Two of my classes in seminary this semester center on the idea of Christian education. One of the concepts that has been declared loud and clear is that parents/guardians typically have the most profound effect on the spiritual development of children and adolescents. What is done in church is important, but what is done in the home can increase that impact exponentially.
Looking back on my childhood, I realize the ways in which my mom and dad were teaching us in subtle ways. After church every Sunday, we would often go out to eat. My parents would ask us what we thought about the worship service. What was the message about? What did it mean to us? Were there things with which we agreed or disagreed?
There wasn’t pressure to say anything. I never thought about it as our parents trying to educate us. It was simply a natural part of the lunchtime conversation. Yet those conversations taught me a few important things.
First, it taught me that church did not stop when you walked out the sanctuary door. You continued to think about lessons learned and ponder how they should impact your life as you headed out into the rest of the world. This is something that we talk about all the time, but it was another thing entirely to see it demonstrated.
Secondly, it taught me to think critically about matters of faith. If we had things that we didn’t understand or thought didn’t quite fit, those thoughts were not squashed. We were given room to analyze the things taught and given permission to respectfully disagree as long as we had good reason. I learned what it mean to love God with my mind and that has had a huge impact on me as I have gone on to college and now seminary. It will probably continue to get me into trouble with some people.

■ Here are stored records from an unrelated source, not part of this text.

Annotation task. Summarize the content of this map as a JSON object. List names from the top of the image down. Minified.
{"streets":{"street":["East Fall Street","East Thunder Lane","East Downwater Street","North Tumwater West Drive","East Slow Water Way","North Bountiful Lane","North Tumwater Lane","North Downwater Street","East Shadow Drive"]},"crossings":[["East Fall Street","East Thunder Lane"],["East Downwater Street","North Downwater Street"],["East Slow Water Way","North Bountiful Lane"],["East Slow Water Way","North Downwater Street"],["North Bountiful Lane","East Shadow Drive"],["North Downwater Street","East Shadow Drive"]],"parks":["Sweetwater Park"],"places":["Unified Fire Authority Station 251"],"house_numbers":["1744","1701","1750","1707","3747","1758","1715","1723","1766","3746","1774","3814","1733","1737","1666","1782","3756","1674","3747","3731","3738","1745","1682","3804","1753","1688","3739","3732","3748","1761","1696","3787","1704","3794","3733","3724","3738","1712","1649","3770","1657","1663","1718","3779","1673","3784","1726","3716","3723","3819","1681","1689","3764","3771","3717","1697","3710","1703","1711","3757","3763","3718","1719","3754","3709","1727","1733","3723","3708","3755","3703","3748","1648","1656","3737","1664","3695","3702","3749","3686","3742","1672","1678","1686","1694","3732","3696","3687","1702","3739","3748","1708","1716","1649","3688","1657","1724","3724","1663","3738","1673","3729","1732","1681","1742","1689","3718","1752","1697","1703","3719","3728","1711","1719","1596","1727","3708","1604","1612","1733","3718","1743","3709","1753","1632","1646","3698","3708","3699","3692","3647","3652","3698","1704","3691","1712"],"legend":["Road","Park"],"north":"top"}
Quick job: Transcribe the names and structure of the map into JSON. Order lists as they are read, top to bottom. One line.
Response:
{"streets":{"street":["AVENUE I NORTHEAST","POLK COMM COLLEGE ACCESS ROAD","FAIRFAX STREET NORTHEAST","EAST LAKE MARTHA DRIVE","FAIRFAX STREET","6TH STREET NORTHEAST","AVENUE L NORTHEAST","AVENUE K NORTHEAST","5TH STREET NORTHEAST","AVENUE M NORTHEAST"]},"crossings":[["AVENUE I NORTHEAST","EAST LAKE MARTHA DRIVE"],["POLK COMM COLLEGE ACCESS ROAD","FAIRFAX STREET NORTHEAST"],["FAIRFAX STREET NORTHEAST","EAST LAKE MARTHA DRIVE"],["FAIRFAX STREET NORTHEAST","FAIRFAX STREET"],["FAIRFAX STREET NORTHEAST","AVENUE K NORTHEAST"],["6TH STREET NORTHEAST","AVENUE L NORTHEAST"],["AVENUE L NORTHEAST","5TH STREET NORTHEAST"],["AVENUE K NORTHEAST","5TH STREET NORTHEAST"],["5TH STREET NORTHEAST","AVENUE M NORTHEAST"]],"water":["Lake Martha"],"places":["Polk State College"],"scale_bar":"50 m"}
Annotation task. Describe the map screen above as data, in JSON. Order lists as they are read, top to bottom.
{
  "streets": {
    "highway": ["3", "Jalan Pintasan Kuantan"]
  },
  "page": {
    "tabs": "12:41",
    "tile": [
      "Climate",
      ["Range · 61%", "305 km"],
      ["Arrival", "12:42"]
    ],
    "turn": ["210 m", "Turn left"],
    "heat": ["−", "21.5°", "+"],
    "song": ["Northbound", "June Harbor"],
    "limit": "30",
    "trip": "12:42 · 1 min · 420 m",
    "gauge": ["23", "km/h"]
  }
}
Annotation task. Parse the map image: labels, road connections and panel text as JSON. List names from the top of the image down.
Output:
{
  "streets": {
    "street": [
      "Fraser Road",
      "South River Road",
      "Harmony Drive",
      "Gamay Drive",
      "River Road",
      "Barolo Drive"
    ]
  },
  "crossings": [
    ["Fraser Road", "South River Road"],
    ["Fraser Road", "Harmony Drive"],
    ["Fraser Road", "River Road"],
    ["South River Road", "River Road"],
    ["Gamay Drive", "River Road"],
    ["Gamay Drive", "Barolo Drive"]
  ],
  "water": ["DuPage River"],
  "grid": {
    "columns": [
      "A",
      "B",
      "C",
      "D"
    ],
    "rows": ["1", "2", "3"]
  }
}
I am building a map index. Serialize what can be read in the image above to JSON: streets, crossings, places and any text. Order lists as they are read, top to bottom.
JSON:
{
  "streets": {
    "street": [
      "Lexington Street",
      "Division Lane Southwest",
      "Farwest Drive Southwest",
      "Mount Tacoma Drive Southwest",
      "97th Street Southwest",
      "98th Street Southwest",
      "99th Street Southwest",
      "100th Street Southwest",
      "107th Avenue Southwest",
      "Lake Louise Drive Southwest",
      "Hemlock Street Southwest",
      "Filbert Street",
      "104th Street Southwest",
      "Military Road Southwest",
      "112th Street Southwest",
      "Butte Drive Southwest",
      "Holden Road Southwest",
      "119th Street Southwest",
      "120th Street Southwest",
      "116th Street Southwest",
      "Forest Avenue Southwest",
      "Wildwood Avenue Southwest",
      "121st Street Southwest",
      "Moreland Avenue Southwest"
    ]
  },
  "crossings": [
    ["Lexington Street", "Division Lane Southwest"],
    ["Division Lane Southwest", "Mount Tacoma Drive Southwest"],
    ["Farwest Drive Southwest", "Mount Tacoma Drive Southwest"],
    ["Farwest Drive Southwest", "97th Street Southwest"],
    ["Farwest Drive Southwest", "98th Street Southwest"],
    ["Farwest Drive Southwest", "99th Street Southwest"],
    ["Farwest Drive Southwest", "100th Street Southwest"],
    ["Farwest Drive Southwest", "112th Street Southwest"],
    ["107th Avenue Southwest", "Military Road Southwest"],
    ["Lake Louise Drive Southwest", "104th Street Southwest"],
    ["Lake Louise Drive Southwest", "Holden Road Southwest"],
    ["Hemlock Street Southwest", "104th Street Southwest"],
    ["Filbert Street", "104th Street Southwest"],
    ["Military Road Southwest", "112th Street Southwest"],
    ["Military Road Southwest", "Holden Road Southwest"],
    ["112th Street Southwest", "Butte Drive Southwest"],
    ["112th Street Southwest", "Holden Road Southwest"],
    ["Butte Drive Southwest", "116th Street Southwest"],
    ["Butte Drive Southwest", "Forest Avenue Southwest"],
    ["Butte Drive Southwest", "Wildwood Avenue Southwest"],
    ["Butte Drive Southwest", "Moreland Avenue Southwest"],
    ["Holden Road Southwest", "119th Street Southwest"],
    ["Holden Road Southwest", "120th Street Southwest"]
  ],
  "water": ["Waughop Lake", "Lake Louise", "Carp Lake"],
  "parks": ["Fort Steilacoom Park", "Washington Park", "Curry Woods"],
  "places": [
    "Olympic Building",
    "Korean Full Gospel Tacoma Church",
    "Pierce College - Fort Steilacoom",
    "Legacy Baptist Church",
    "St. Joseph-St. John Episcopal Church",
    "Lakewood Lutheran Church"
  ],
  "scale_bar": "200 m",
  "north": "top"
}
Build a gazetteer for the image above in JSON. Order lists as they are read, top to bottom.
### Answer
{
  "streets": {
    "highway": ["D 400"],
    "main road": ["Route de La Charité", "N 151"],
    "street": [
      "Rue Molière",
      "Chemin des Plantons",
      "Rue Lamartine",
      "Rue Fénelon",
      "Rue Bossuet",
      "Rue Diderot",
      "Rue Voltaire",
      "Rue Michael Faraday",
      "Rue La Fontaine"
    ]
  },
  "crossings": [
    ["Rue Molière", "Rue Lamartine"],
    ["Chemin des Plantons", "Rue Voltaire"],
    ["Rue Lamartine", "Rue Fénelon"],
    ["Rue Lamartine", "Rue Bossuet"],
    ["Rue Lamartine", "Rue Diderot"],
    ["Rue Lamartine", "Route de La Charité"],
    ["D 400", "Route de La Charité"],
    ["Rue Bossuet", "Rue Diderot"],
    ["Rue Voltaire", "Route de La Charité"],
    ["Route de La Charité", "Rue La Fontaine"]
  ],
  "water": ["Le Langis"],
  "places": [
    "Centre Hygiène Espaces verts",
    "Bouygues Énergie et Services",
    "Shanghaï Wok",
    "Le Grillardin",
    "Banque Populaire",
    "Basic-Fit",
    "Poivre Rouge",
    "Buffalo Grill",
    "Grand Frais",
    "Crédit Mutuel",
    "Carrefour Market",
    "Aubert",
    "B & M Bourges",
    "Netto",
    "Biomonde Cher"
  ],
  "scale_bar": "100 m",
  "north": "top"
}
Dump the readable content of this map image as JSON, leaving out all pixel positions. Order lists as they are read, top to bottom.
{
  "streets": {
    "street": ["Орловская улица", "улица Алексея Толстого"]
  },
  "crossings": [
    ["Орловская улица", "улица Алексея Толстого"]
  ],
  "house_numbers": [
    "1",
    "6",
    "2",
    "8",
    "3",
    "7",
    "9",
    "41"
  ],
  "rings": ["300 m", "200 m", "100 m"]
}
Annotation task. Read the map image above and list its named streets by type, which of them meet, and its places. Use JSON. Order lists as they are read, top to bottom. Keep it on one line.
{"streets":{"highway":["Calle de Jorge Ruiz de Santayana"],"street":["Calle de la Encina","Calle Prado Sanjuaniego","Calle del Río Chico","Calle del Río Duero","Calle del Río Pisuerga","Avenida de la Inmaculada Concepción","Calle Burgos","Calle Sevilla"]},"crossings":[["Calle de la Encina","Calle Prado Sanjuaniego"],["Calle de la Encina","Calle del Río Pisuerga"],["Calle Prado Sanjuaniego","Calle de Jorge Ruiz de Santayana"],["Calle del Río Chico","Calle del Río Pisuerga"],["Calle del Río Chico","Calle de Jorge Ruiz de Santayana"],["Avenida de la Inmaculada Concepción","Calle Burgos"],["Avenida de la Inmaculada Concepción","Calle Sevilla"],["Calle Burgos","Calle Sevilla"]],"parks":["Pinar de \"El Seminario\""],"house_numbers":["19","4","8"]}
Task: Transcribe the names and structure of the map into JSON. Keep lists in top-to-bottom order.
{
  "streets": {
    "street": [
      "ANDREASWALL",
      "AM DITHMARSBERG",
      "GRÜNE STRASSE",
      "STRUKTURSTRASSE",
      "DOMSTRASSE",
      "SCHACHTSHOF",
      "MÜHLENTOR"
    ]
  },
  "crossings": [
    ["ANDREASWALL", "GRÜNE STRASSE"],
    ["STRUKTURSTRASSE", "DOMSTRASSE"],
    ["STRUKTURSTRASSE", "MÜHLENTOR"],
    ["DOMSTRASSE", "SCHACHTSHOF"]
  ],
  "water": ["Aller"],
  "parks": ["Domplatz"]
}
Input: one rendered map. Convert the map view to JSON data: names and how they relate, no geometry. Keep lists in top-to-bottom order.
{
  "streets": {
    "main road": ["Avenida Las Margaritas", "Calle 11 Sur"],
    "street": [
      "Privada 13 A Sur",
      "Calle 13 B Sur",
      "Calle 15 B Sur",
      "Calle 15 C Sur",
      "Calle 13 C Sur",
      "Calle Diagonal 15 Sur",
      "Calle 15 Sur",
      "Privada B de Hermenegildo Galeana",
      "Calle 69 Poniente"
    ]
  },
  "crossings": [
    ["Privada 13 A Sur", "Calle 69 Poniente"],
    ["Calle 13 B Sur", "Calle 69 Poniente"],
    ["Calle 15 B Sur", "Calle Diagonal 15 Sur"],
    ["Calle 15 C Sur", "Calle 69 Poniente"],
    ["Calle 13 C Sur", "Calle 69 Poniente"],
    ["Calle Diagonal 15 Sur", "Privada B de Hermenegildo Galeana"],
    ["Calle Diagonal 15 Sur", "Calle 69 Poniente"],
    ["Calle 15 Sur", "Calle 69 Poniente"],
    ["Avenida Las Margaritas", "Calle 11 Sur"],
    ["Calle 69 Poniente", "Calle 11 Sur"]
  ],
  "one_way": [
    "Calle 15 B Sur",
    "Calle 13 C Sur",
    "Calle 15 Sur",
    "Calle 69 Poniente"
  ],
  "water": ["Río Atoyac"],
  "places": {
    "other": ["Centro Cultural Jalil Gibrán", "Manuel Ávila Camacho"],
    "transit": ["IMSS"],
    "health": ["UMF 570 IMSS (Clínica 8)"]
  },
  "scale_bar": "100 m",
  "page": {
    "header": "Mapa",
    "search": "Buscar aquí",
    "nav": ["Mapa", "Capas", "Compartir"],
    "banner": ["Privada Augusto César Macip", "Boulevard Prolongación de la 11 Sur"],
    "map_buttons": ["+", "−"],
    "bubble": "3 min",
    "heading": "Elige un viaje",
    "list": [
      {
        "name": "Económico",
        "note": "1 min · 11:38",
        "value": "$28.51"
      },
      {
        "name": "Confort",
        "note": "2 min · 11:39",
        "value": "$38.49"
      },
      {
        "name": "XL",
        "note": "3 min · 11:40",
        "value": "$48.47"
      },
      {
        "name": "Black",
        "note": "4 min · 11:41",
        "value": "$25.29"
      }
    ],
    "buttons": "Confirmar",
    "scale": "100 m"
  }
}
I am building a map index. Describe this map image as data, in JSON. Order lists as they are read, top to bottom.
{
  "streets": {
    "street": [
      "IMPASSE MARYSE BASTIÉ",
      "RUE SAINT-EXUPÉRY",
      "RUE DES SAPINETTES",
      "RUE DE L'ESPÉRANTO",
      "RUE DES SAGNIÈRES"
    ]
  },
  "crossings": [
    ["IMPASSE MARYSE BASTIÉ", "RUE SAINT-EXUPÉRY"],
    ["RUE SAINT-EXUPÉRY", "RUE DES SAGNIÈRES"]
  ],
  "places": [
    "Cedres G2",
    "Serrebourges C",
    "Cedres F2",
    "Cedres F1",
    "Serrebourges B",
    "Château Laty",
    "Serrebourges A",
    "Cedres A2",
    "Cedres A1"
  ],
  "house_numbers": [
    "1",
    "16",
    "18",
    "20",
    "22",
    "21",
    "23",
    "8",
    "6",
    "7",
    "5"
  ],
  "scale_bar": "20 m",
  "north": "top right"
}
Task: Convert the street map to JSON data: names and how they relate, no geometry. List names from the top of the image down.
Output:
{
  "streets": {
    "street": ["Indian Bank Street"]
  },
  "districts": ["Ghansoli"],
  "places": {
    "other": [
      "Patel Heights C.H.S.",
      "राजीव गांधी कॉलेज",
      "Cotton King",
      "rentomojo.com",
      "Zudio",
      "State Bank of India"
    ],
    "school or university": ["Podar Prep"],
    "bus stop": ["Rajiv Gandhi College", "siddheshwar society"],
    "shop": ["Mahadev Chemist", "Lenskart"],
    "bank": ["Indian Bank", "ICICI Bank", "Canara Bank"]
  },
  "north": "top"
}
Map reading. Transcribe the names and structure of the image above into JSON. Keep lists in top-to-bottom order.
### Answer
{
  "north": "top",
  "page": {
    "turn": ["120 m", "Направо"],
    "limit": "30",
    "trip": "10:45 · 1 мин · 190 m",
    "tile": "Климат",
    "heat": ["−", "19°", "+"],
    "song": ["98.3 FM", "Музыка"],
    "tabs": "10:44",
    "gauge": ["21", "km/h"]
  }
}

Thirdly, it taught me that all voices were important in these conversations. All five of us took part in these lunchtime conversations: Mom, Dad, my younger brother, younger sister, and myself. I did not feel like my parents had rank over me because they were older or that I did over my siblings. Older and younger, male and female had something important to offer.
Mom and Dad were practicing a principle that goes back to the Torah, if not further. Deuteronomy 6 contains a passage known as the Shema, which is Hebrew for “hear” - its opening word:
Hear, O Israel: The Lord is our God, the Lord alone. You shall love the Lord your God with all your heart, and with all your soul, and with all your might. Keep these words that I am commanding you today in your heart. Recite them to your children and talk about them when you are at home and when you are away, when you lie down and when you rise. Bind them as a sign on your hand, fix them as an emblem on your forehead, and write them on the doorposts of your house and on your gates.
My parents took that to heart. The church was not the sole place that we learned about God, but one of many places. I pray that EA and I are able to embody that with our sons.